● Stored items
* * *

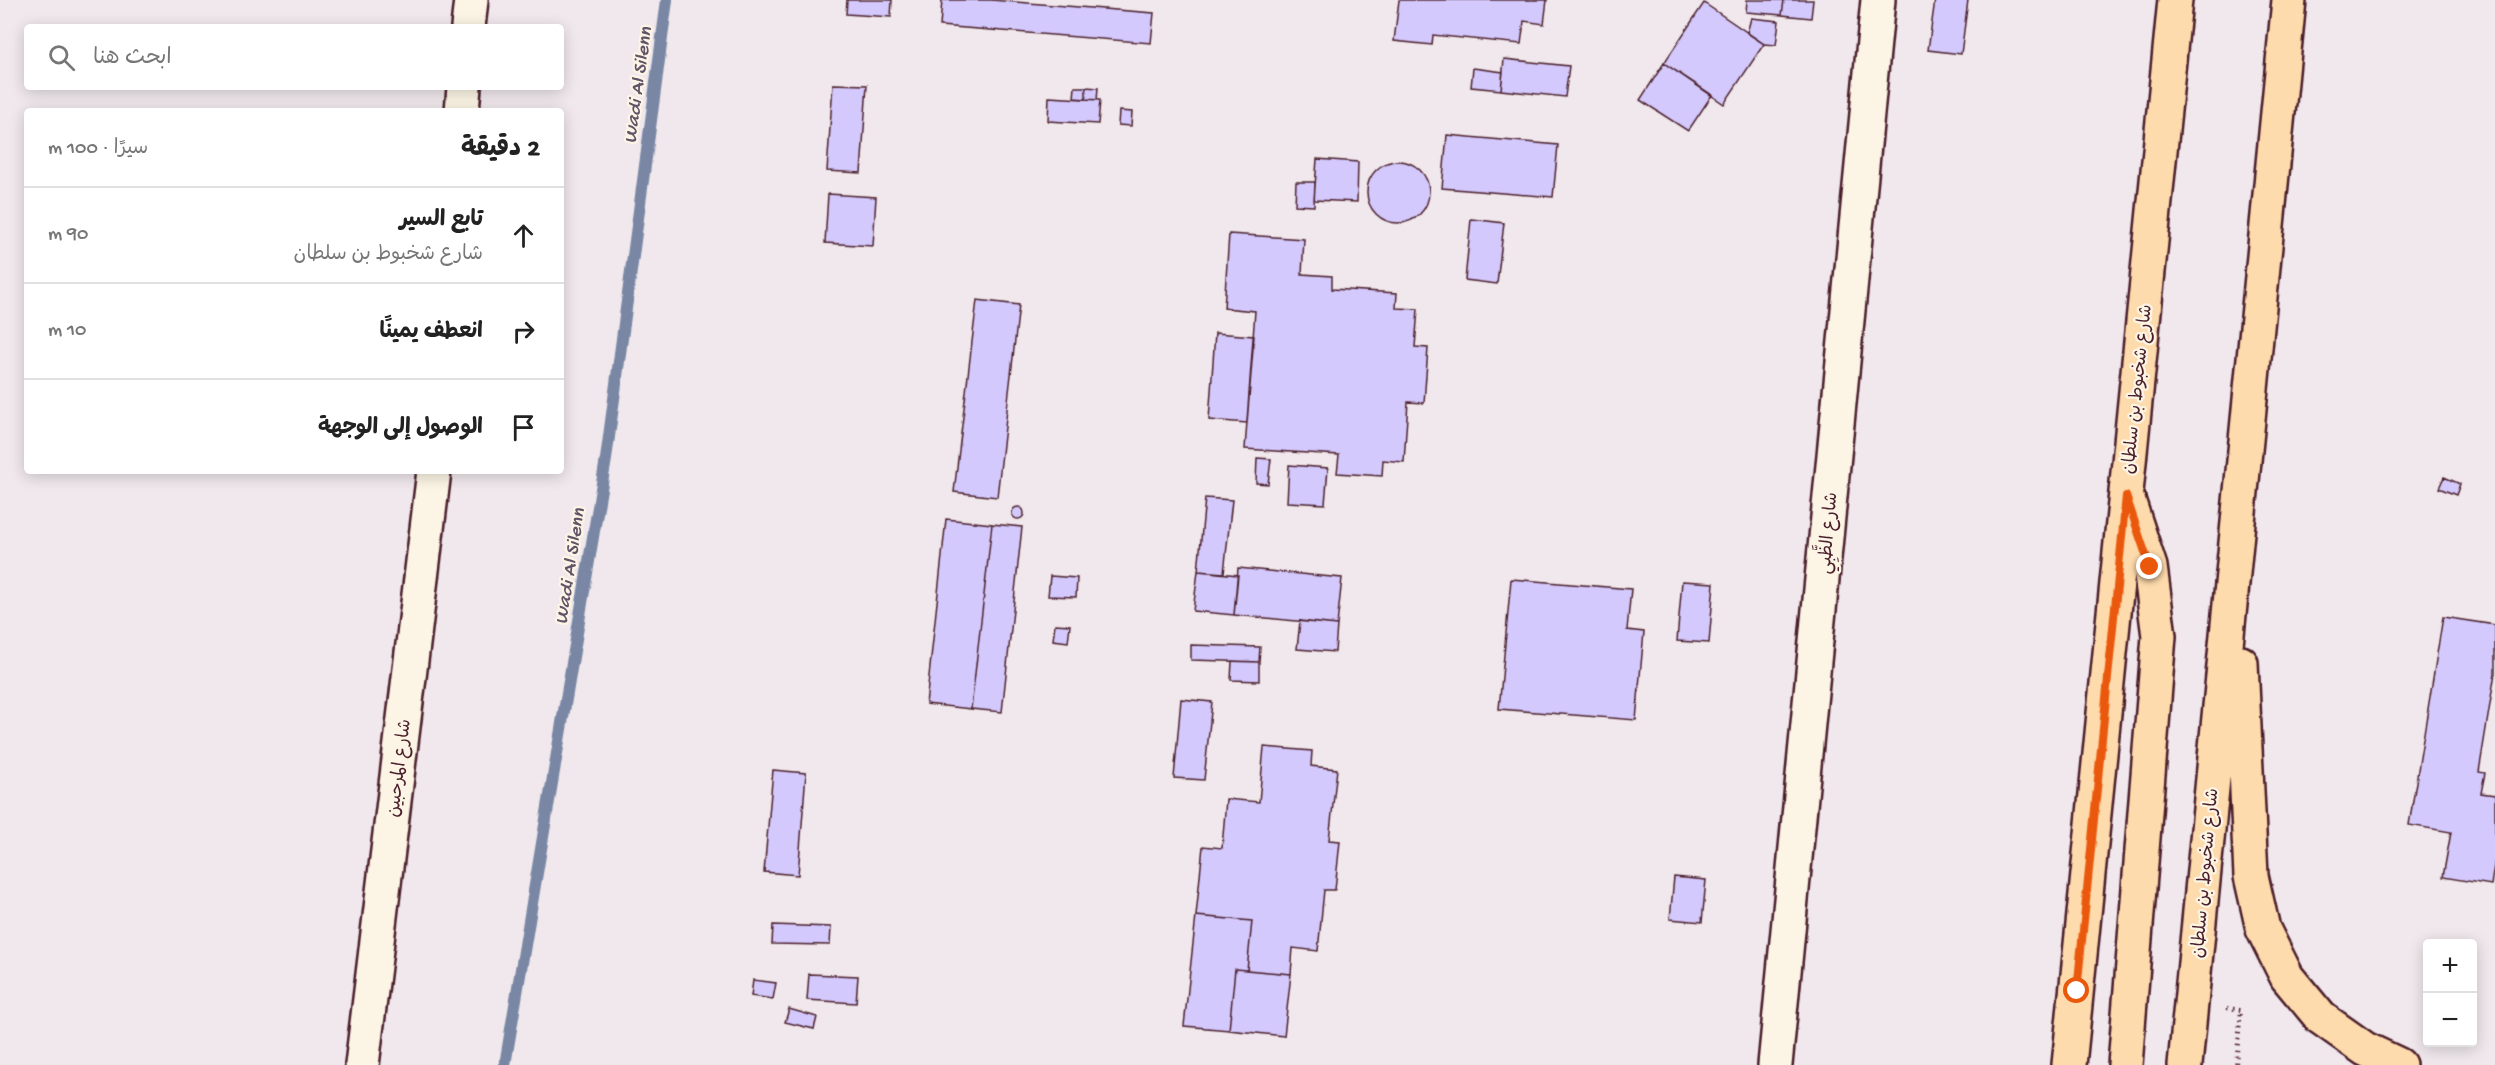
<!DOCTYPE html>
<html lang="ar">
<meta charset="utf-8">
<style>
:root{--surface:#fff;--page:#f2f2f2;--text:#222;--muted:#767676;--line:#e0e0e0}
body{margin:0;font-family:"Gochi Hand","Playpen Sans Arabic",sans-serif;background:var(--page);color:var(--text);direction:rtl}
.controls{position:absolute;right:18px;bottom:18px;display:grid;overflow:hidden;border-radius:6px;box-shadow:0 3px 15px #0003}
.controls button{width:54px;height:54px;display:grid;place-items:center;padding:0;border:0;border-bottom:2px solid var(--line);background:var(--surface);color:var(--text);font:30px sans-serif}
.stop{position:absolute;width:18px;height:18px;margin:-14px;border:4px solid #ea580c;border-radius:50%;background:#fff}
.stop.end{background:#ea580c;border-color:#fff;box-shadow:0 2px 6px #0008}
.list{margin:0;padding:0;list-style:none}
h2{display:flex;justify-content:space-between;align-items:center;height:78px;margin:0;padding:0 24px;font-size:26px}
h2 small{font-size:20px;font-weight:400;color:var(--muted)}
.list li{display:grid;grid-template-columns:39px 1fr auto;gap:18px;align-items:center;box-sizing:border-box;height:96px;padding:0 24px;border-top:2px solid var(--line)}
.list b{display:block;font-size:22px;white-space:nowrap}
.list p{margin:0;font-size:20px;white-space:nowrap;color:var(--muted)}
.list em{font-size:20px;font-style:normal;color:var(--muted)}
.icon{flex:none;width:33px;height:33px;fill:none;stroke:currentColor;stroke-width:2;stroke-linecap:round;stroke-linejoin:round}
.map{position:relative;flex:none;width:2495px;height:1065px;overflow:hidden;direction:ltr}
.search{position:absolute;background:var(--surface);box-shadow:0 3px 15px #0003;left:24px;top:24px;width:540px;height:66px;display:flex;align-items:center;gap:15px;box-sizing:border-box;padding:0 21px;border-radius:6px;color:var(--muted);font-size:22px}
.panel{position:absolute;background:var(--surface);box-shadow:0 3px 15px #0003;left:24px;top:108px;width:540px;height:366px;border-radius:6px;direction:rtl}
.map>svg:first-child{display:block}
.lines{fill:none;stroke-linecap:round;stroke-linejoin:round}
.stream{stroke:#7987a5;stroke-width:12}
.building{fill:#d3c9fc;stroke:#4a1f2b;stroke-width:1.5}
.minor-casing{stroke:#4a1f2b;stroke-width:38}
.primary-casing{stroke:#4a1f2b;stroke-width:38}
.path{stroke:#4a1f2b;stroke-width:4;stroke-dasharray:1.5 4.5;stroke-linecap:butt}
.minor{stroke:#fcf5e5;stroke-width:33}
.primary{stroke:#fedbac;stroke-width:33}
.route{stroke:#ea580c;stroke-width:8}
.labels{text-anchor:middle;stroke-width:4.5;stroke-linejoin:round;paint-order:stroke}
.street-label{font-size:18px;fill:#4a1f2b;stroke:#fcf5e5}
.water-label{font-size:20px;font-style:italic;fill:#615368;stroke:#fcf5e5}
</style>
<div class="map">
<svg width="2495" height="1065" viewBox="0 0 2495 1065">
<rect width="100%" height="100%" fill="#f0e8ec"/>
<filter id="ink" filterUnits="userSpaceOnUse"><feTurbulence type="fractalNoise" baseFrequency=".0167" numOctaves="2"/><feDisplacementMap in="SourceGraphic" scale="12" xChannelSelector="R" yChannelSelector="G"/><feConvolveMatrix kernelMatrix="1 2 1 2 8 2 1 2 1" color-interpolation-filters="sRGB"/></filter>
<g filter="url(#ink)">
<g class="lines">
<path class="stream" d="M505 1065 606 459 667 0"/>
</g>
<path class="building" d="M847 0H892L891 17 846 14Z
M942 0H991L1154 13 1151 43 940 26Z
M1399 0H1547L1544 24 1524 21 1521 44 1433 35 1432 45 1394 41Z
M1747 0H1784L1782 15 1746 12Z
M1784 0H1813L1811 18 1782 15Z
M1935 0H1968L1961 54 1928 50Z
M1704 3 1764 44 1724 104 1664 63Z
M1751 18 1779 21 1776 45 1764 44 1747 33Z
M1504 59 1569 66 1565 97 1501 90Z
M1664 63 1712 95 1688 131 1640 100Z
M1473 68 1503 72 1501 90 1471 87Z
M833 84 867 85 861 173 827 171Z
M1075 87H1086V99L1074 98Z
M1086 87 1098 88 1097 100 1086 99Z
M1049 97 1100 100 1098 124 1048 121Z
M1119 111 1132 112 1131 126 1118 125Z
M1447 135 1558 145 1553 197 1442 188Z
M1317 159 1358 162 1357 202 1314 200Z
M1367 192a31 31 0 1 1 62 0a31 31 0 1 1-62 0Z
M1296 182H1315L1314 206 1295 205Z
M828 194 876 197 873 246 825 243Z
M1471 219 1504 223 1497 284 1465 280Z
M1229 234 1304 239 1302 274 1332 276V289L1397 293 1396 308 1418 309 1415 347 1428 348 1424 403 1408 402 1404 462 1383 460 1382 476 1337 473 1339 455 1245 449 1255 311 1224 308Z
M977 300 1019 305 997 497 954 492Z
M1215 333 1254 336 1247 423 1209 420Z
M1257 458 1271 459 1268 484 1256 483Z
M1289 465 1328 468 1325 504 1287 502Z
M2444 477 2460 484 2456 495 2439 488Z
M1205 498 1232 500 1224 573 1198 571Z
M1012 513a6 6 0 1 1 12 0a6 6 0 1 1-12 0Z
M946 519 992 524 971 709 926 704Z
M992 524 1022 527 1002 712 971 709Z
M1238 568 1342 578 1337 625 1234 615Z
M1198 571 1238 575 1234 615 1193 611Z
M1050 576 1077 578 1076 597 1048 596Z
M1511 579 1631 589 1627 630 1644 632 1636 720 1499 709Z
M1682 581 1714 583 1709 643 1677 641Z
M2443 617 2495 625V673L2479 772 2485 773 2481 793 2495 795V859L2491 885 2443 877 2451 832 2409 825Z
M1300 621 1337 625 1335 652 1297 649Z
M1055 624 1070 625 1068 642 1053 640Z
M1191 645 1260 647 1259 662 1191 660Z
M1232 661 1259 662V681L1231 680Z
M1181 699 1212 702 1204 780 1174 778Z
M1264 747 1312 751 1311 766 1337 769 1329 840 1340 841 1335 890H1324L1318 951 1293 948 1291 974 1247 970 1252 921 1196 916 1203 846 1222 848 1226 799 1259 802Z
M773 770 806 773 798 875 764 872Z
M1674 877 1706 880 1702 922 1670 919Z
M1196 916 1252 921 1247 970 1235 969 1229 1030 1184 1026Z
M773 925 831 927 830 945 772 944Z
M1235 969 1291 974 1284 1036 1229 1030Z
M809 974 858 976 856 1003 807 1000Z
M753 980 776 983 773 999 751 996Z
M789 1009 817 1017 814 1029 785 1022Z"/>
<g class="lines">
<defs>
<path id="minor" d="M468 27 471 0
M462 111 464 87
M362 1065 434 471
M1775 1065 1878 0"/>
<path id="primary" d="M2241 663 2251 876 2263 929 2287 977 2321 1018 2365 1049 2399 1065
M2069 1065 2175 0
M2125 1065 2159 636 2150 567 2129 503
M2185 1065 2289 0"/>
</defs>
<use href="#minor" class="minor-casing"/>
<use href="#primary" class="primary-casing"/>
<path class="path" d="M2227 1008 2241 1010 2236 1065"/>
<use href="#minor" class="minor"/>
<use href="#primary" class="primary"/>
</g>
</g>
<g class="lines" filter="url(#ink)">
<path class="route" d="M2077 991 2126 496 2150 567"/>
</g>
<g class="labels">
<g class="street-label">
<text transform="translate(2136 389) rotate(-84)" y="6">شارع شخبوط بن سلطان</text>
<text transform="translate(1827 533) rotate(-85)" y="6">شارع الظَّبِي</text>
<text transform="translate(398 768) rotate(-83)" y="6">شارع المرحبين</text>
<text transform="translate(2204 873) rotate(-85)" y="6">شارع شخبوط بن سلطان</text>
</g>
<g class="water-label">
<text transform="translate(636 85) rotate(-82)" y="7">Wadi Al Silenn</text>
<text transform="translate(568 566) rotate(-81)" y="7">Wadi Al Silenn</text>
</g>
</g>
</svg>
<div class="controls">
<button>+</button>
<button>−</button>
</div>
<div class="stop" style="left:2077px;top:991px"></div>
<div class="stop end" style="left:2150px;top:567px"></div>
<div class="search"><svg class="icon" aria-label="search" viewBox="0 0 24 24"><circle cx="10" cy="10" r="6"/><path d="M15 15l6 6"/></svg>ابحث هنا</div>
<section class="panel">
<h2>2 دقيقة<small>سيرًا · 100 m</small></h2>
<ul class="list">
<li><svg class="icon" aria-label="ahead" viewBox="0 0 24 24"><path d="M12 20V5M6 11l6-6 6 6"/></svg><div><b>تابع السير</b><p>شارع شخبوط بن سلطان</p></div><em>90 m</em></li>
<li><svg class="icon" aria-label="right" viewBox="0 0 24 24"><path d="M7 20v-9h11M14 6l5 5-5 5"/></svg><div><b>انعطف يمينًا</b></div><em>10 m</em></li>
<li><svg class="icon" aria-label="arrive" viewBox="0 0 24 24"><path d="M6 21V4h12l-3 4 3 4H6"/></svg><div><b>الوصول إلى الوجهة</b></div></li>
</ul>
</section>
</div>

* * *

● Try it
For each line in the entries that holds "white", return that line.

● Response box
.list b{display:block;font-size:22px;white-space:nowrap}
.list p{margin:0;font-size:20px;white-space:nowrap;color:var(--muted)}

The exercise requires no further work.